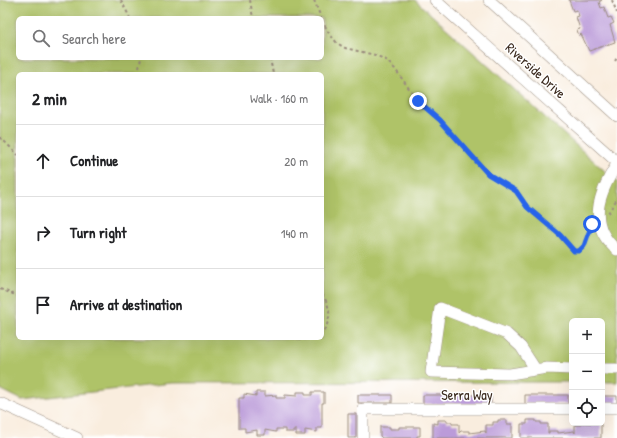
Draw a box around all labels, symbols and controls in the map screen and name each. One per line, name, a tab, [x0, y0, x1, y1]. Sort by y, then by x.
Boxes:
search box	[16, 16, 324, 60]
icon: search	[30, 27, 52, 49]
text: Search here	[62, 28, 126, 49]
street label: Riverside Drive	[502, 38, 571, 102]
text: 2 min	[32, 87, 67, 110]
text: Walk · 160 m	[250, 89, 308, 107]
route end	[409, 92, 427, 110]
icon: ahead	[32, 150, 54, 172]
text: Continue	[70, 150, 118, 171]
text: 20 m	[284, 152, 308, 170]
route start	[583, 215, 601, 233]
icon: right	[32, 222, 54, 244]
text: Turn right	[70, 222, 126, 243]
text: 140 m	[281, 224, 308, 242]
icon: arrive	[32, 294, 54, 316]
text: Arrive at destination	[70, 294, 182, 315]
map controls	[569, 318, 605, 426]
button: +	[569, 318, 605, 354]
button: −	[569, 354, 605, 390]
street label: Serra Way	[441, 385, 493, 405]
button: locate	[569, 390, 605, 426]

Aim of the task: Please write out the entire listing above exactly, but leave the pictures out.

Reply to the task:
Draw a box around all labels, symbols and controls in the map screen and name each. One per line, name, a tab, [x0, y0, x1, y1]. Sort by y, then by x.
Boxes:
search box	[16, 16, 324, 60]
icon: search	[30, 27, 52, 49]
text: Search here	[62, 28, 126, 49]
street label: Riverside Drive	[502, 38, 571, 102]
text: 2 min	[32, 87, 67, 110]
text: Walk · 160 m	[250, 89, 308, 107]
route end	[409, 92, 427, 110]
icon: ahead	[32, 150, 54, 172]
text: Continue	[70, 150, 118, 171]
text: 20 m	[284, 152, 308, 170]
route start	[583, 215, 601, 233]
icon: right	[32, 222, 54, 244]
text: Turn right	[70, 222, 126, 243]
text: 140 m	[281, 224, 308, 242]
icon: arrive	[32, 294, 54, 316]
text: Arrive at destination	[70, 294, 182, 315]
map controls	[569, 318, 605, 426]
button: +	[569, 318, 605, 354]
button: −	[569, 354, 605, 390]
street label: Serra Way	[441, 385, 493, 405]
button: locate	[569, 390, 605, 426]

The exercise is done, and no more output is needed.